§ **REQUIRED ACTION**
Word for word, repeat the entries, minus the pictures.

(Dataset entries)
┄┄┄┄┄┄┄┄┄┄
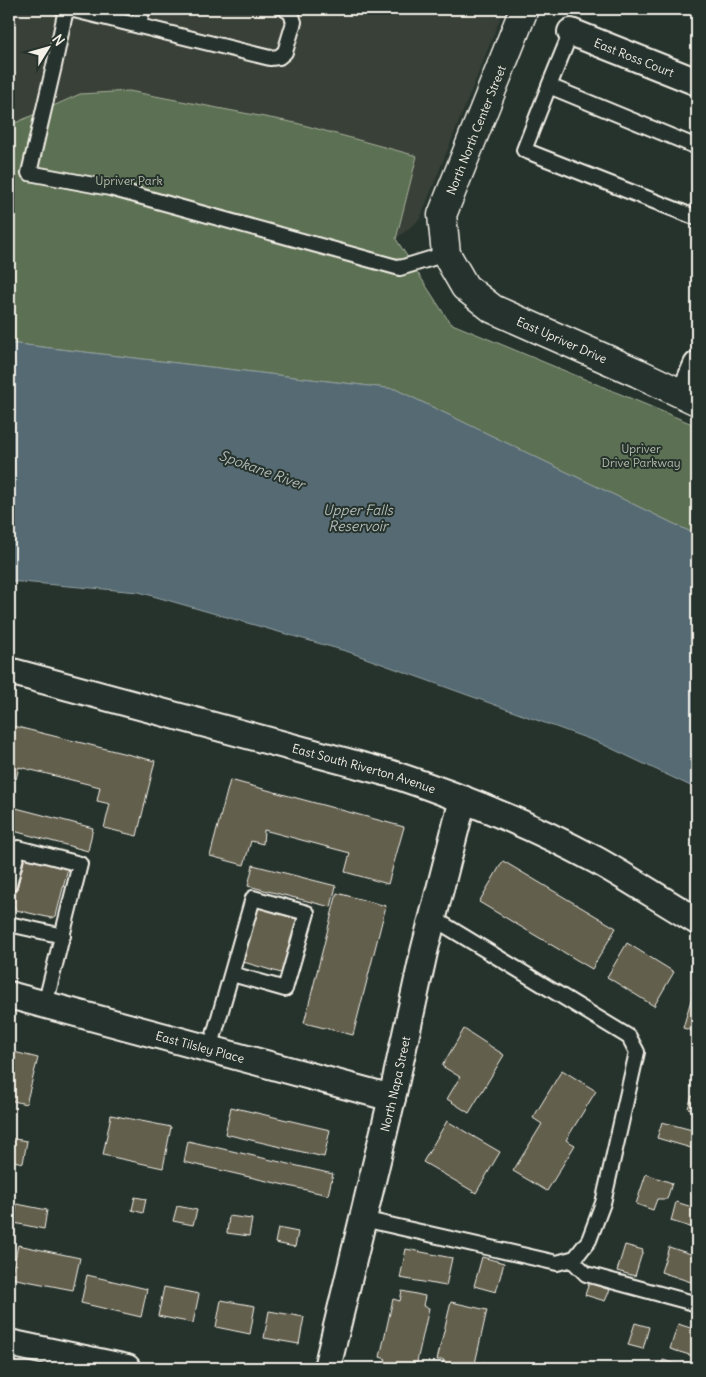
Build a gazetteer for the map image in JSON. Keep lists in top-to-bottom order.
{
  "streets": {
    "street": [
      "East Ross Court",
      "North North Center Street",
      "East Upriver Drive",
      "East South Riverton Avenue",
      "East Tilsley Place",
      "North Napa Street"
    ]
  },
  "crossings": [
    ["North North Center Street", "East Upriver Drive"],
    ["East South Riverton Avenue", "North Napa Street"],
    ["East Tilsley Place", "North Napa Street"]
  ],
  "water": ["Spokane River", "Upper Falls Reservoir"],
  "parks": ["Upriver Park", "Upriver Drive Parkway"],
  "north": "top right"
}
┄┄┄┄┄┄┄┄┄┄
§ **ANSWER TO THIS PROBLEM**
Build a gazetteer for the map image in JSON. Keep lists in top-to-bottom order.
{
  "streets": {
    "street": [
      "East Ross Court",
      "North North Center Street",
      "East Upriver Drive",
      "East South Riverton Avenue",
      "East Tilsley Place",
      "North Napa Street"
    ]
  },
  "crossings": [
    ["North North Center Street", "East Upriver Drive"],
    ["East South Riverton Avenue", "North Napa Street"],
    ["East Tilsley Place", "North Napa Street"]
  ],
  "water": ["Spokane River", "Upper Falls Reservoir"],
  "parks": ["Upriver Park", "Upriver Drive Parkway"],
  "north": "top right"
}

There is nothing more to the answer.